### Assignment
Once you reach the line containing "for (let i = 2;" in the data below, restate each line word for word up to and including the one containing "[284,788,425,810,327,813,321,808,310,818]".

### The input
━━━━━━━━

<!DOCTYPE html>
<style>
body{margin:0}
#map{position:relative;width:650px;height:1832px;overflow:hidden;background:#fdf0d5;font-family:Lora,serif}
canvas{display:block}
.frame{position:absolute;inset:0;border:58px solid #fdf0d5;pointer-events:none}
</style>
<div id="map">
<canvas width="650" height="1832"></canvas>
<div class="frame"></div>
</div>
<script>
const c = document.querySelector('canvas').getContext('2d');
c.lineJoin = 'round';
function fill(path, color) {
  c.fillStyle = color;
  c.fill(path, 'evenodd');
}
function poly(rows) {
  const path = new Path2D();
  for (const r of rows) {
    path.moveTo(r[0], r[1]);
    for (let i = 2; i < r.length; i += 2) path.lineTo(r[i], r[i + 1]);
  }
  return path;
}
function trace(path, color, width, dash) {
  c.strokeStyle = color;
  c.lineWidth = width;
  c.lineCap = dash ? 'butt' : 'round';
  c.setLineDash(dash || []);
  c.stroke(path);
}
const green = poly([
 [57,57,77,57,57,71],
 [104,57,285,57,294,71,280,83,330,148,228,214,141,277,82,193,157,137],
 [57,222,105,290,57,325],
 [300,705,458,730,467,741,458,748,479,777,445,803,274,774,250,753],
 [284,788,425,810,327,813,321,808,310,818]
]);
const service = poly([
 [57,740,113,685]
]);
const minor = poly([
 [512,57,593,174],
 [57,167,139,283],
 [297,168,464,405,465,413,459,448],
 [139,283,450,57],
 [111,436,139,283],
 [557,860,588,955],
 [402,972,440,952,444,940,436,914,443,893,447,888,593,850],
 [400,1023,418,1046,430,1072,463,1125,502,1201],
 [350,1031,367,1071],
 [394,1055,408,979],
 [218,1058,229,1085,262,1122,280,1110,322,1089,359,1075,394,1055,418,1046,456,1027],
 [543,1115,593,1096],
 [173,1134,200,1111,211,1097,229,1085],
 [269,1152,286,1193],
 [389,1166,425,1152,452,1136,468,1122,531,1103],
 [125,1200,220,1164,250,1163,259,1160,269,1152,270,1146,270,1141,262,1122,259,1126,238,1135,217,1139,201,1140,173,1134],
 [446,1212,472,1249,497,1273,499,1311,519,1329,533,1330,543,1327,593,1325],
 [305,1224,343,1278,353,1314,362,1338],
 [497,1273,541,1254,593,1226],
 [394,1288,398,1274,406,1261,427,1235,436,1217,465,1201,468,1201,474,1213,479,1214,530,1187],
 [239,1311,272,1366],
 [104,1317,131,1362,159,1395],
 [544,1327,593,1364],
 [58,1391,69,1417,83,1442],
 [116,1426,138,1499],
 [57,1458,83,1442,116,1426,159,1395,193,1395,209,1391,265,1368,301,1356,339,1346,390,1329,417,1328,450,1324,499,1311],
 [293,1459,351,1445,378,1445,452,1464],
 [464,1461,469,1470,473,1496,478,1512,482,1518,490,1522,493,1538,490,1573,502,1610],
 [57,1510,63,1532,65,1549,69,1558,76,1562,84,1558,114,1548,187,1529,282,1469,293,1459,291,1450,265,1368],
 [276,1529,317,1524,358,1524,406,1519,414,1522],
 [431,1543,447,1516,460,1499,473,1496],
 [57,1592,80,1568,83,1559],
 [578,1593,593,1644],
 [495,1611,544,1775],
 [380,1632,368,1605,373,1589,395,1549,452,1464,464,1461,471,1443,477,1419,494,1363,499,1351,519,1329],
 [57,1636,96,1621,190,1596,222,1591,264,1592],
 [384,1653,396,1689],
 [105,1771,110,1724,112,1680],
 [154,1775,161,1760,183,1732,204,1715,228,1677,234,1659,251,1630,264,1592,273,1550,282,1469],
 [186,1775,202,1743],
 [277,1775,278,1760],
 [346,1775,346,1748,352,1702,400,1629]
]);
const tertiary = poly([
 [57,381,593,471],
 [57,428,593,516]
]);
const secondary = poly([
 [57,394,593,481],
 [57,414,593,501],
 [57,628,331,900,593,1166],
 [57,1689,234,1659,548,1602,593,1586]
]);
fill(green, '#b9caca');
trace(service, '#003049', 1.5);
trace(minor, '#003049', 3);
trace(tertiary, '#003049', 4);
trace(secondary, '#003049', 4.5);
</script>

━━━━━━━━

### Answer below
    for (let i = 2; i < r.length; i += 2) path.lineTo(r[i], r[i + 1]);
  }
  return path;
}
function trace(path, color, width, dash) {
  c.strokeStyle = color;
  c.lineWidth = width;
  c.lineCap = dash ? 'butt' : 'round';
  c.setLineDash(dash || []);
  c.stroke(path);
}
const green = poly([
 [57,57,77,57,57,71],
 [104,57,285,57,294,71,280,83,330,148,228,214,141,277,82,193,157,137],
 [57,222,105,290,57,325],
 [300,705,458,730,467,741,458,748,479,777,445,803,274,774,250,753],
 [284,788,425,810,327,813,321,808,310,818]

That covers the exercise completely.